Türkei: Elf Tote bei Bombenanschlag auf Polizeibus in Istanbul
Wieder ein Anschlag im Zentrum von Istanbul: Attentäter sprengten eine Bombe, als ein Polizeifahrzeug vorbeikam. Die Polizei hat vier Verdächtige festgenommen.
Die Täter hatten den Moment genau abgepasst. Als ein Bus der türkischen Bereitschaftspolizei am Dienstagmorgen im Bezirk Vezneciler, nur wenige hundert Meter vom berühmten Großen Bazar entfernt, während einer Wachablösung eine Reihe geparkter Autos passierte, sprengten sie eines der Fahrzeuge in die Luft. Die Explosion warf den Bus auf den Mittelstreifen der mehrspurigen Durchgangsstraße. Mindestens sieben Polizisten und vier Passanten starben, 36 weitere Menschen wurden verletzt.
Am Dienstagnachmittag nahm die Polizei vier Verdächtige fest. Sie wurden in die Istanbuler Polizeidirektion gebracht, meldete die staatliche Nachrichtenagentur Anadolu. Die Nachrichtenagentur DHA berichtete, bei dem Anschlag sei ein Mietwagen für die Autobombe verwendet worden. Zu den vier Festnahmen sei es im Zusammenhang mit der Anmietung des Fahrzeugs gekommen.
Die Wucht der Explosion im morgendlichen Berufsverkehr gegen 08.40 Uhr Ortszeit (07.40 Uhr MESZ) ließ in umliegenden Gebäuden und auch in einer nahen Moschee in der zum Stadtteil Beyazit gehörenden Gegend die Scheiben bersten.

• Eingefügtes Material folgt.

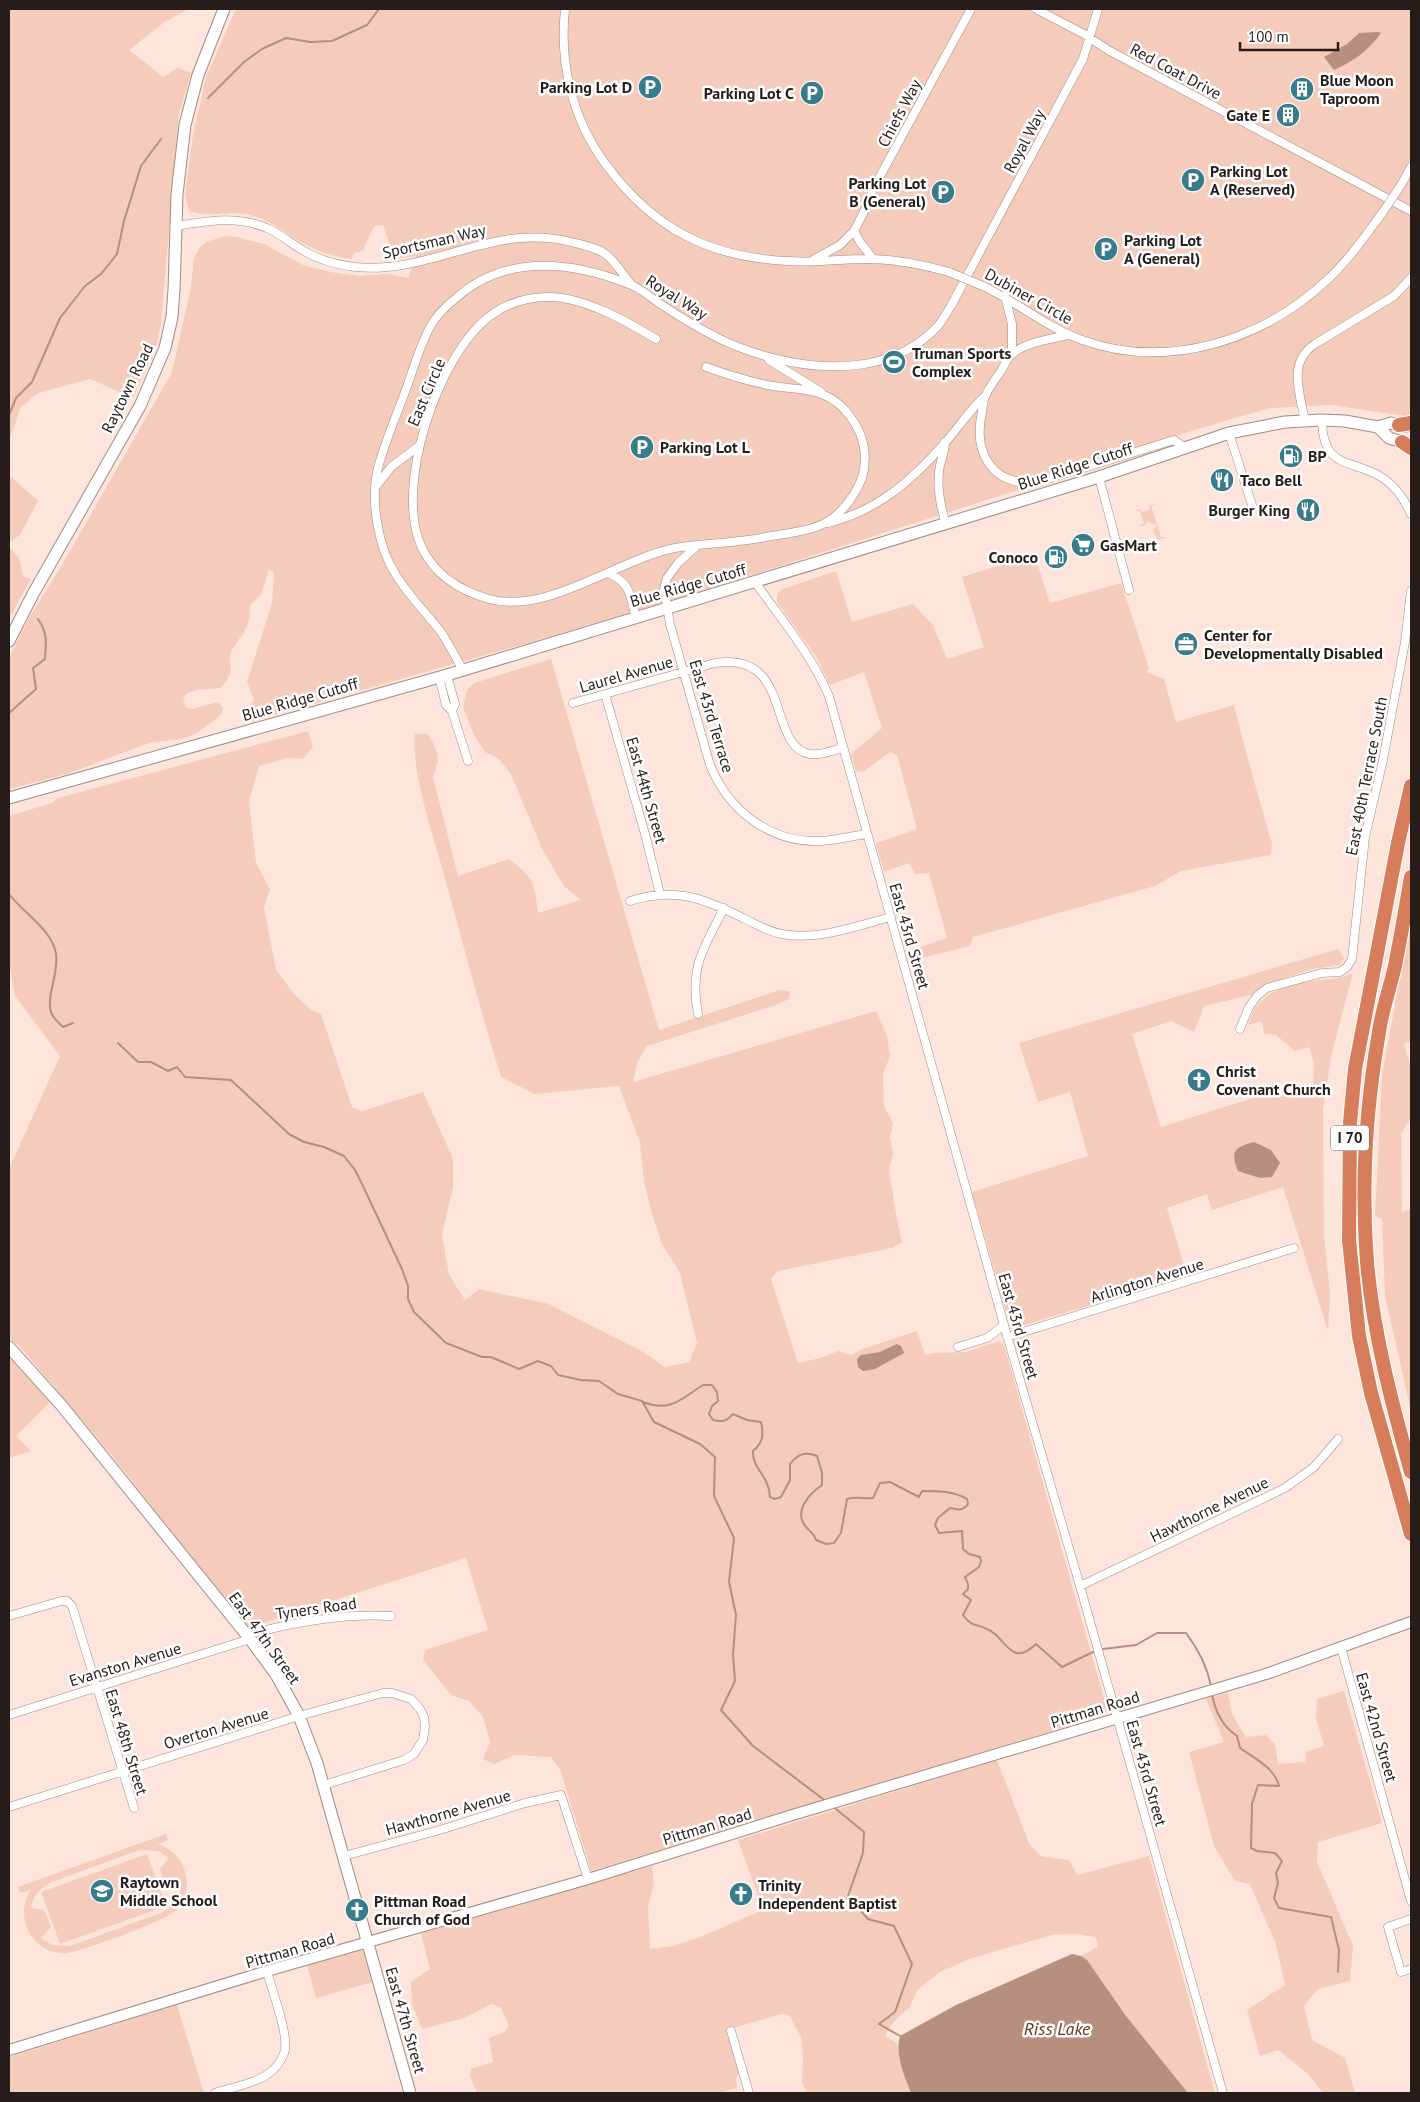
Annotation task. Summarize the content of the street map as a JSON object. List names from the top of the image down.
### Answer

Es war bereits der dritte schwere Terroranschlag in Istanbul in diesem Jahr. Im Januar und im März hatten sich Selbstmordattentäter der Terrormiliz "Islamischer Staat" (IS) in der Innenstadt in die Luft gesprengt und zwölf deutsche Touristen sowie vier iranische und israelische Besucher getötet. Im Februar und im März sprengten sich Mitglieder der Freiheitsfalken Kurdistans (TAK), einer Splittergruppe der kurdischen Terrorgruppe PKK, bei zwei Anschlägen in Ankara in die Luft und töteten mehrere Dutzend Menschen.

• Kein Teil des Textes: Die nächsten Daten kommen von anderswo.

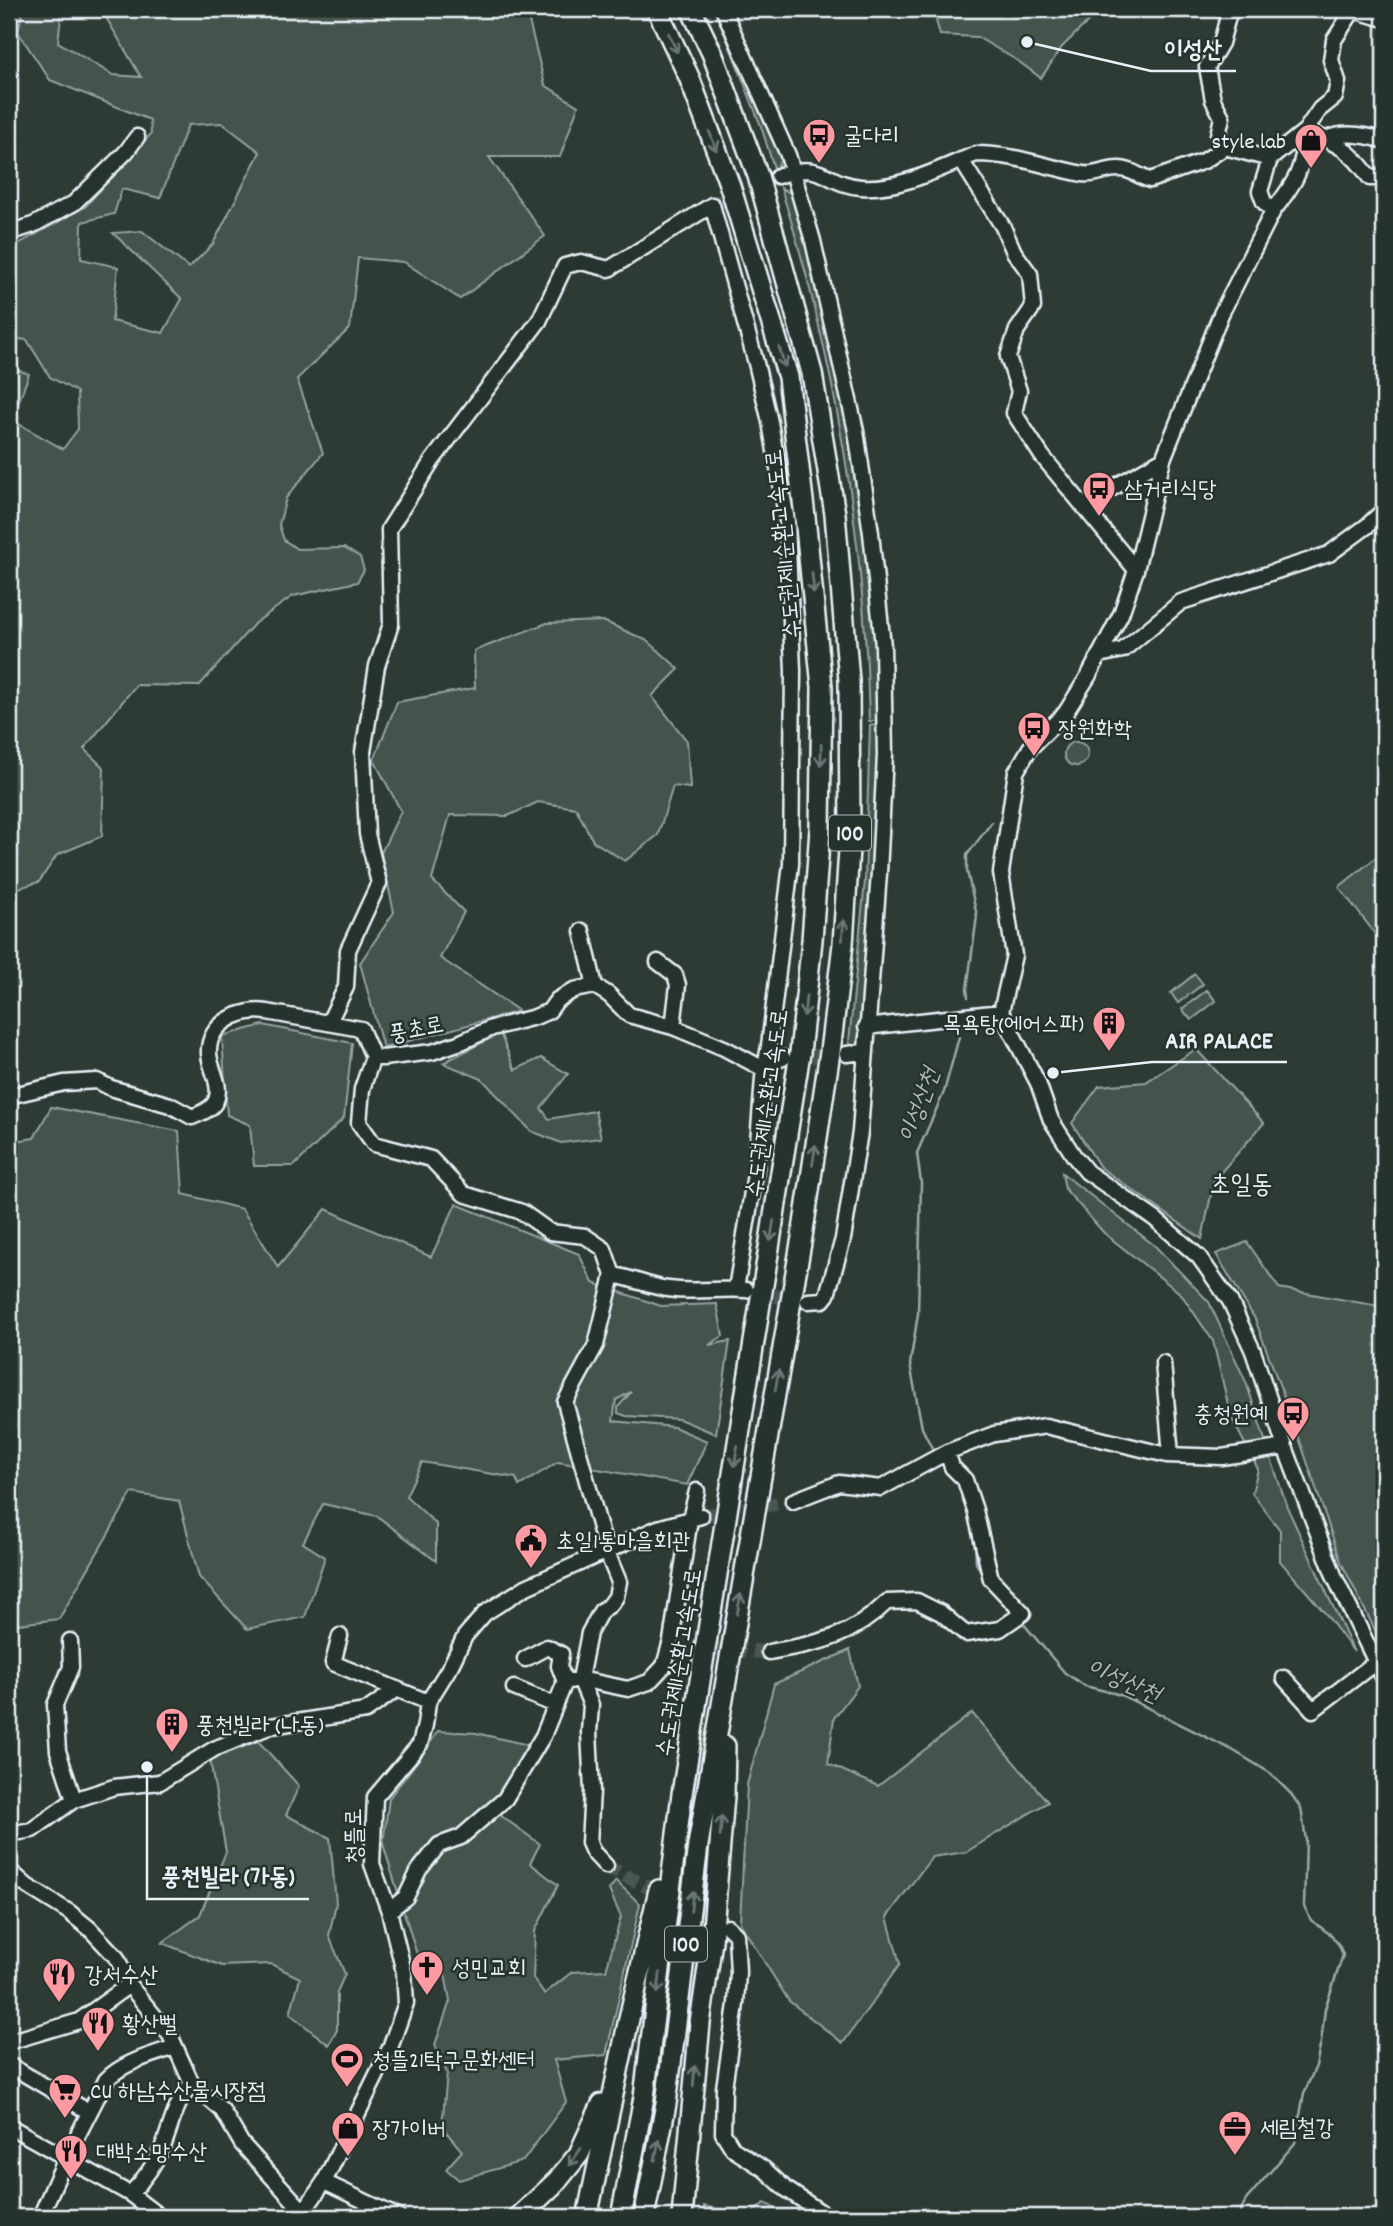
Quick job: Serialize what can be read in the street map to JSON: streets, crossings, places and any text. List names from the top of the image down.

Auch nach der neuen Gewalttat vom Dienstag richtet sich der erste Verdacht gegen kurdische Extremisten: Dafür sprach nicht nur das Ziel – Mitglieder der Sicherheitskräfte. Auch die Methode der Autobombe in Beyazit erinnerte an die Anschläge von Ankara. Laut Medienberichten ging die Polizei Hinweisen auf eine Fernzündung des Strengstoffautos nach.
Eskalation im Kurdenkonflikt
Die Gewalttat kommt zu einer Phase, in der die Spannungen im Kurdenkonflikt eskalieren. Die terroristische PKK greift im Kurdengebiet fast jeden Tag die Sicherheitskräfte an, die türkische Luftwaffe bombardiert Stellungen der PKK in Südostanatolien und im Nordirak.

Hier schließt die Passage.